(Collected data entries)
'''
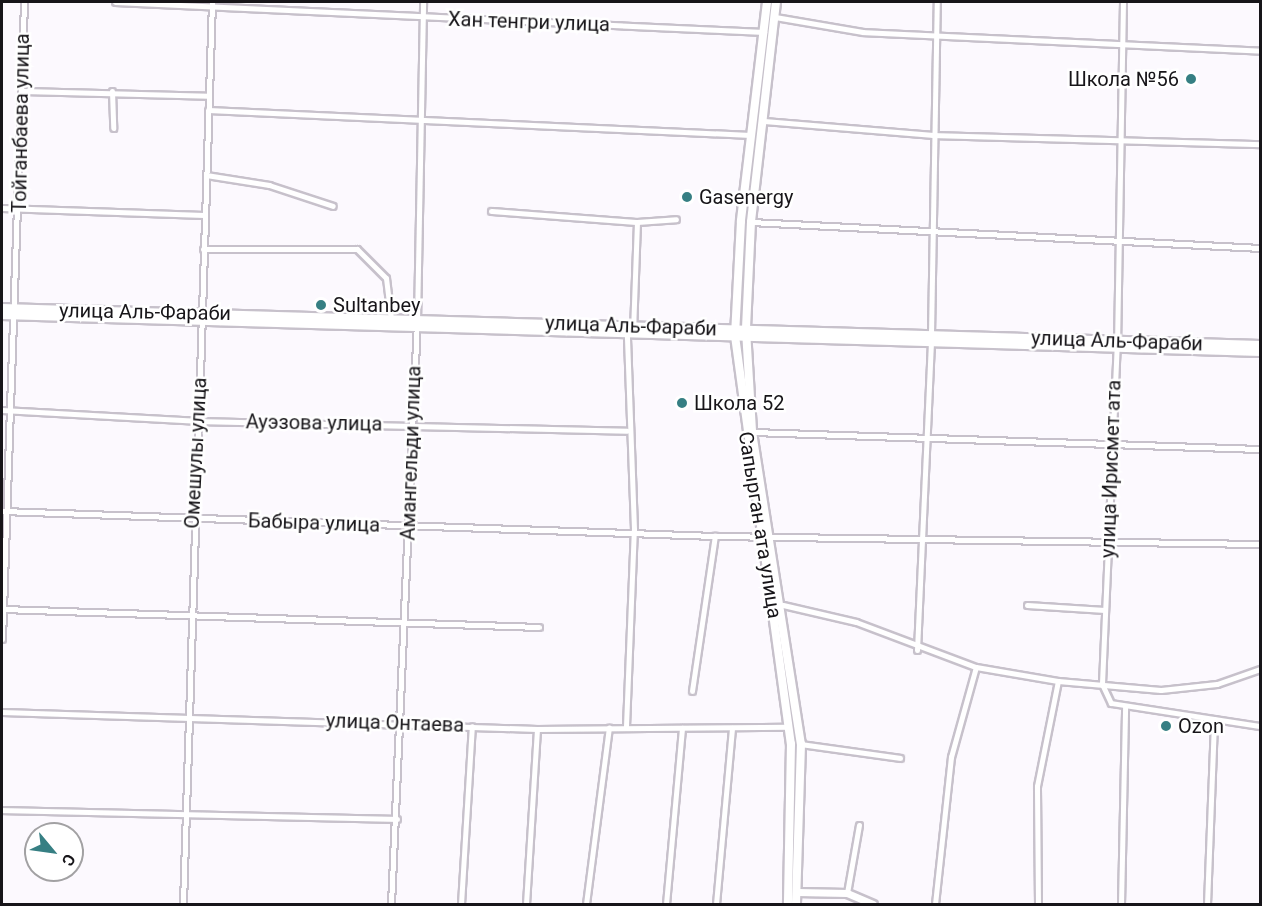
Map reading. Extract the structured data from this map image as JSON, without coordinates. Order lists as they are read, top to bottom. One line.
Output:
{"streets":{"main road":["улица Аль-Фараби","Сапырган ата улица"],"street":["Хан тенгри улица","Тойганбаева улица","Ауэзова улица","Омешулы улица","Амангельди улица","улица Ирисмет ата","Бабыра улица","улица Онтаева"]},"crossings":[["Хан тенгри улица","Омешулы улица"],["Хан тенгри улица","Амангельди улица"],["Хан тенгри улица","Сапырган ата улица"],["Тойганбаева улица","улица Аль-Фараби"],["Тойганбаева улица","Ауэзова улица"],["Тойганбаева улица","Бабыра улица"],["улица Аль-Фараби","Омешулы улица"],["улица Аль-Фараби","Амангельди улица"],["улица Аль-Фараби","улица Ирисмет ата"],["улица Аль-Фараби","Сапырган ата улица"],["Ауэзова улица","Омешулы улица"],["Ауэзова улица","Амангельди улица"],["Омешулы улица","Бабыра улица"],["Омешулы улица","улица Онтаева"],["Амангельди улица","Бабыра улица"],["Амангельди улица","улица Онтаева"],["улица Ирисмет ата","Бабыра улица"],["Бабыра улица","Сапырган ата улица"],["Сапырган ата улица","улица Онтаева"]],"places":["Школа №56","Gasenergy","Sultanbey","Школа 52","Ozon"],"north":"bottom right"}
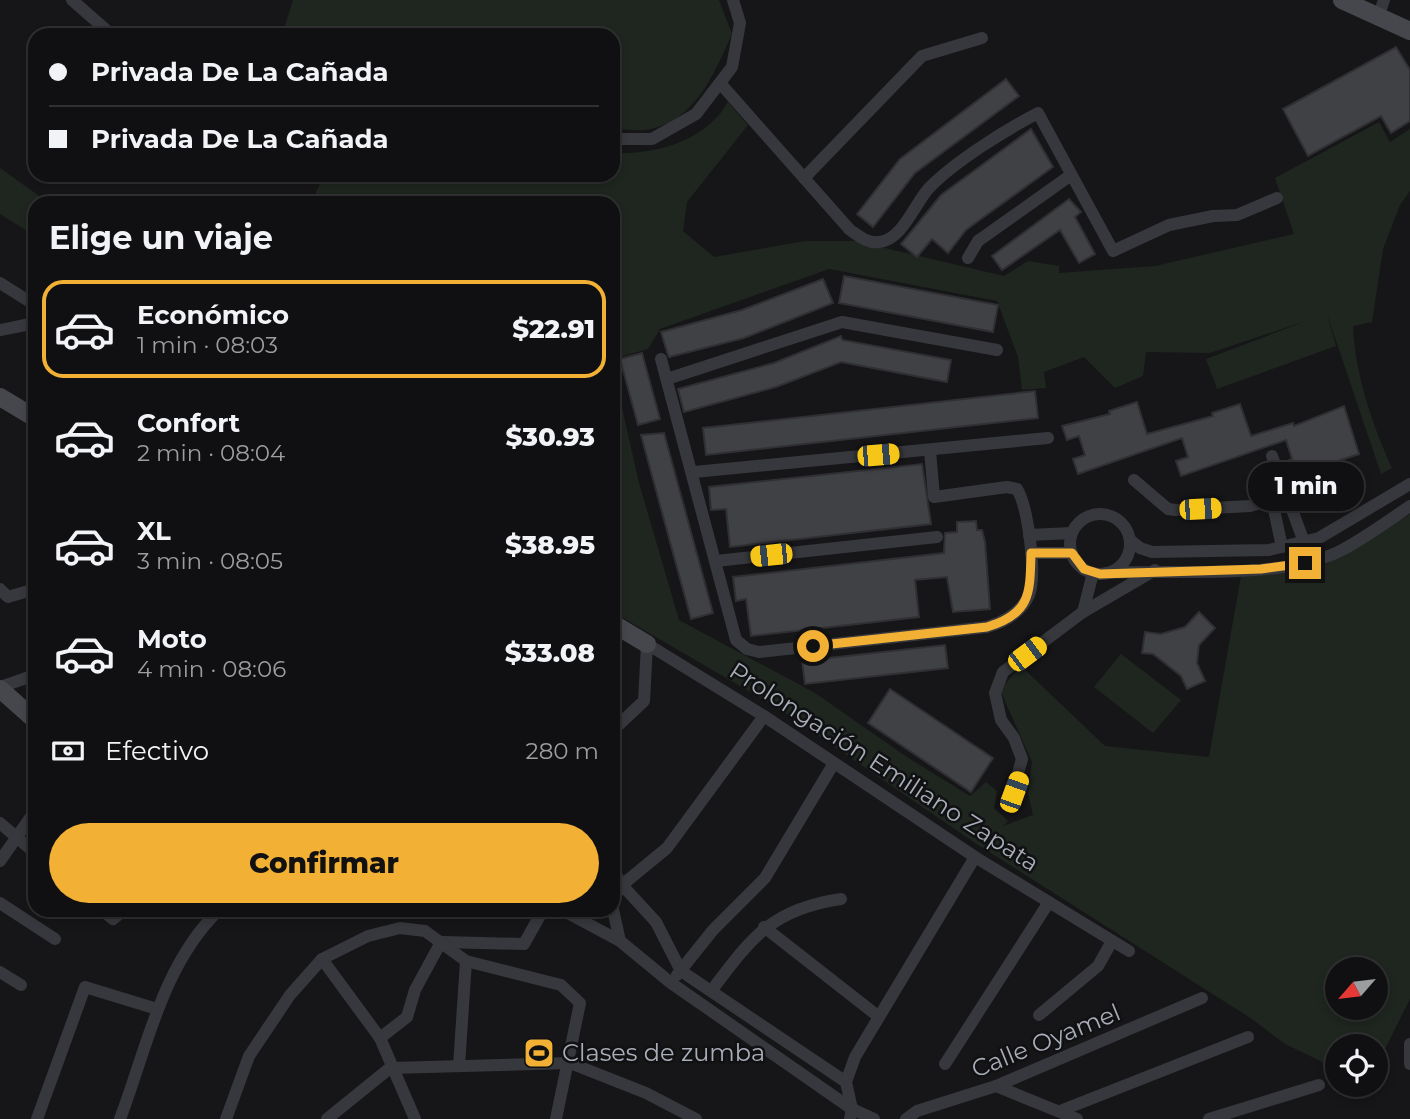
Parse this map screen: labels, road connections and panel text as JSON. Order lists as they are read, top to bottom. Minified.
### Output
{"streets":{"street":["Prolongación Emiliano Zapata","Calle Oyamel"]},"places":{"sports":["Clases de zumba"]},"north":"bottom left","page":{"banner":["Privada De La Cañada","Privada De La Cañada"],"heading":"Elige un viaje","list":[{"name":"Económico","note":"1 min · 08:03","value":"$22.91"},{"name":"Confort","note":"2 min · 08:04","value":"$30.93"},{"name":"XL","note":"3 min · 08:05","value":"$38.95"},{"name":"Moto","note":"4 min · 08:06","value":"$33.08"}],"bubble":"1 min","pay":["Efectivo","280 m"],"buttons":"Confirmar"}}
'''
— Exercise directions —
Return only those lines of the records that contain the string "this".

— Output of the task —
Map reading. Extract the structured data from this map image as JSON, without coordinates. Order lists as they are read, top to bottom. One line.
Parse this map screen: labels, road connections and panel text as JSON. Order lists as they are read, top to bottom. Minified.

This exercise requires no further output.